- Exercise description
Using the records below, please work out how many lines contain "مسعود"; answer with the number alone.

- Task input
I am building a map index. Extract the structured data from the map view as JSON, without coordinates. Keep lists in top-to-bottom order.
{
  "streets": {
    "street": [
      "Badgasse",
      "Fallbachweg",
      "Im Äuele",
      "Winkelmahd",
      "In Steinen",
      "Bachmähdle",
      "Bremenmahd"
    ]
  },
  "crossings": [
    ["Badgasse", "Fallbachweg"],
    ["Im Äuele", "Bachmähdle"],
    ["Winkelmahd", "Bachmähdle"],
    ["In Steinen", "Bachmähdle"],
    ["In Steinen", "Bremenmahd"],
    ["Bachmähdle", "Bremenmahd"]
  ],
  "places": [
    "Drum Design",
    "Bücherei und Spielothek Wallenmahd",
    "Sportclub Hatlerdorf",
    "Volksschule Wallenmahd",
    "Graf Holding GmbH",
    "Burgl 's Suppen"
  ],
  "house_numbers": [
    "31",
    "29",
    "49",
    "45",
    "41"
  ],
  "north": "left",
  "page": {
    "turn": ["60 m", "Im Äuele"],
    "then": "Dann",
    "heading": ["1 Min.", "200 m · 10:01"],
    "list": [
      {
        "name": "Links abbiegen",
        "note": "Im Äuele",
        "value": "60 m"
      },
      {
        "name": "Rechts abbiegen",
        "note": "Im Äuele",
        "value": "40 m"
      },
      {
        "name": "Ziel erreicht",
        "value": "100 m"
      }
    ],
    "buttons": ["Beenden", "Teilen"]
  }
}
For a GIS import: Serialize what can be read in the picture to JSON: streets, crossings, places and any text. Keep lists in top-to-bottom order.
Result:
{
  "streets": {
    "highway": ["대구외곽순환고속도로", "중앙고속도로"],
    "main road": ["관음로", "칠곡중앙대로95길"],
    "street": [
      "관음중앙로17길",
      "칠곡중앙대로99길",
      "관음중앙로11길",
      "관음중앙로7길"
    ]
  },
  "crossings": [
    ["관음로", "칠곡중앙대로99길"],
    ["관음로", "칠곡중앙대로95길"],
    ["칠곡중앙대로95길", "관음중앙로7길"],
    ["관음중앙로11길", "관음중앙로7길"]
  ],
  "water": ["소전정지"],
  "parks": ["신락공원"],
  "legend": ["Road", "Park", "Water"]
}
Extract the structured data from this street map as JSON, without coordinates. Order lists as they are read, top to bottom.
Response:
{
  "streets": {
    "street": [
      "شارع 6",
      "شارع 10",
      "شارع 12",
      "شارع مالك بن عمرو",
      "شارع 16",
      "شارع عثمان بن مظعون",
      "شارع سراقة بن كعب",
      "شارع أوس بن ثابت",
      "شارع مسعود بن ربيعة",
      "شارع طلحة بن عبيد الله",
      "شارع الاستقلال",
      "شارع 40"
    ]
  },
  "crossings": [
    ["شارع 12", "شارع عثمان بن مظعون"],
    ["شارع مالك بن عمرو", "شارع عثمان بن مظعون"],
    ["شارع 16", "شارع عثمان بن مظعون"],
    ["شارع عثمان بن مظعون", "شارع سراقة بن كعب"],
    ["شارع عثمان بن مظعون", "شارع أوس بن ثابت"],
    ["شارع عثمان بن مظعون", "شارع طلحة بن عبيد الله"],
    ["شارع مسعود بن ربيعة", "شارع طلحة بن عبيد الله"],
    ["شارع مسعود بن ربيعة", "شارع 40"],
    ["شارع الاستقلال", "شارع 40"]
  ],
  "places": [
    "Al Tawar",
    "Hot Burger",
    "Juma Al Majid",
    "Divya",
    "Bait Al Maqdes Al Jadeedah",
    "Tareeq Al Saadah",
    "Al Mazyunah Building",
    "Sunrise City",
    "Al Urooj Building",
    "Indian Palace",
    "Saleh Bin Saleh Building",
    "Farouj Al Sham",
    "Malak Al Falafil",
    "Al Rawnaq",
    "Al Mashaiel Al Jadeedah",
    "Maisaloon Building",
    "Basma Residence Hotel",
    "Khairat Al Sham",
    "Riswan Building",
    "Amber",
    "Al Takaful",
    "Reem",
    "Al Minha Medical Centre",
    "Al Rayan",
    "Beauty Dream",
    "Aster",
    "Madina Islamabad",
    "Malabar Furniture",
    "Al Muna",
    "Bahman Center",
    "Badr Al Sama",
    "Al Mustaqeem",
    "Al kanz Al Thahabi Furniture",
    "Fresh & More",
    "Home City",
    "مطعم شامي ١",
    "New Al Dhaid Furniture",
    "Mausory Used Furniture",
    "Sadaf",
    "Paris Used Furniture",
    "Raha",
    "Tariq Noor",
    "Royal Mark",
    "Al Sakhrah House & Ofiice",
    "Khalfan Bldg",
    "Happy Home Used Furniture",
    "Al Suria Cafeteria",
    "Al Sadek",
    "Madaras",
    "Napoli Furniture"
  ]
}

- Answer to the problem
3